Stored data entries
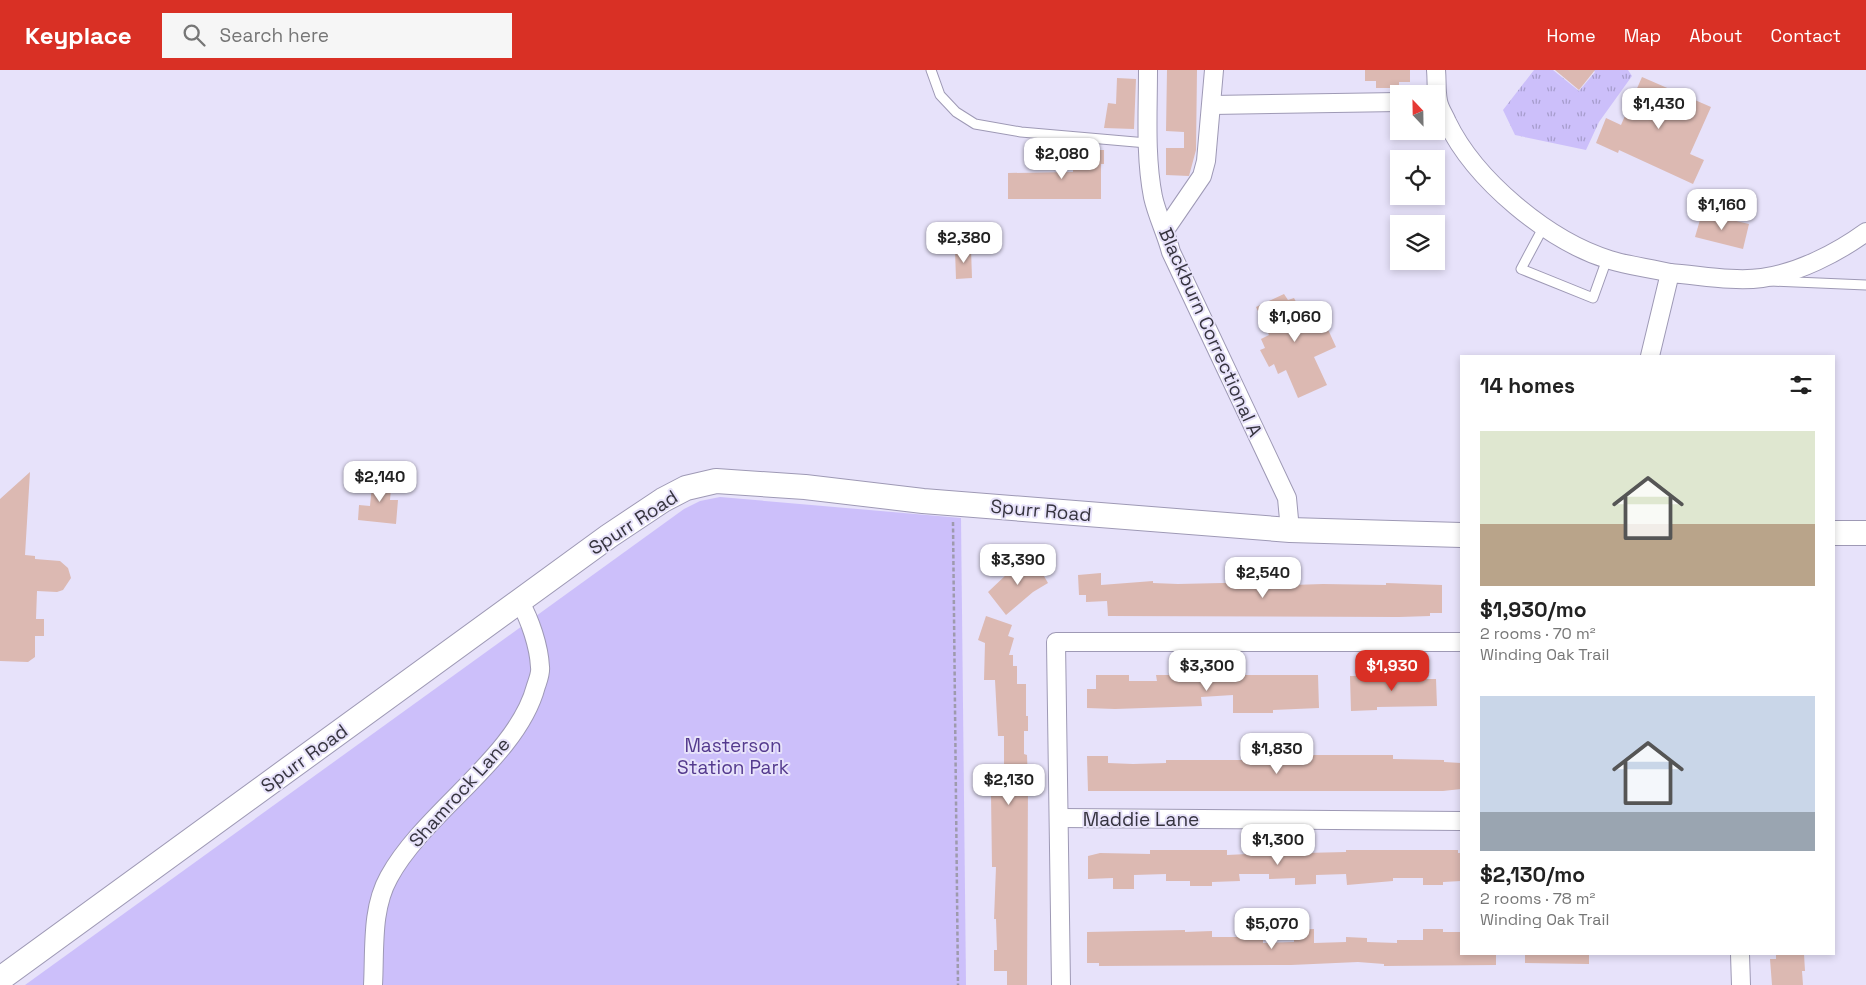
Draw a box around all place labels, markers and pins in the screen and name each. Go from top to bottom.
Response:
pin: $1,430 [1618,88,1700,130]
pin: $2,080 [1021,138,1103,180]
pin: $1,160 [1681,189,1763,231]
pin: $2,380 [923,222,1005,264]
pin: $1,060 [1254,300,1336,343]
pin: $2,140 [339,460,421,503]
pin: $3,390 [977,544,1059,586]
pin: $2,540 [1222,556,1304,599]
pin: $3,300 [1166,650,1248,692]
pin: $1,930 [1351,650,1433,692]
pin: $1,830 [1236,732,1318,775]
pin: $2,130 [968,764,1050,806]
pin: $1,300 [1237,824,1319,866]
pin: $5,070 [1231,908,1313,950]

WHAT IS EXPECTED: Repeat the records above exactly. No pictures go into the repeat.

SOLUTION FOR THIS TASK:
Draw a box around all place labels, markers and pins in the screen and name each. Go from top to bottom.
Response:
pin: $1,430 [1618,88,1700,130]
pin: $2,080 [1021,138,1103,180]
pin: $1,160 [1681,189,1763,231]
pin: $2,380 [923,222,1005,264]
pin: $1,060 [1254,300,1336,343]
pin: $2,140 [339,460,421,503]
pin: $3,390 [977,544,1059,586]
pin: $2,540 [1222,556,1304,599]
pin: $3,300 [1166,650,1248,692]
pin: $1,930 [1351,650,1433,692]
pin: $1,830 [1236,732,1318,775]
pin: $2,130 [968,764,1050,806]
pin: $1,300 [1237,824,1319,866]
pin: $5,070 [1231,908,1313,950]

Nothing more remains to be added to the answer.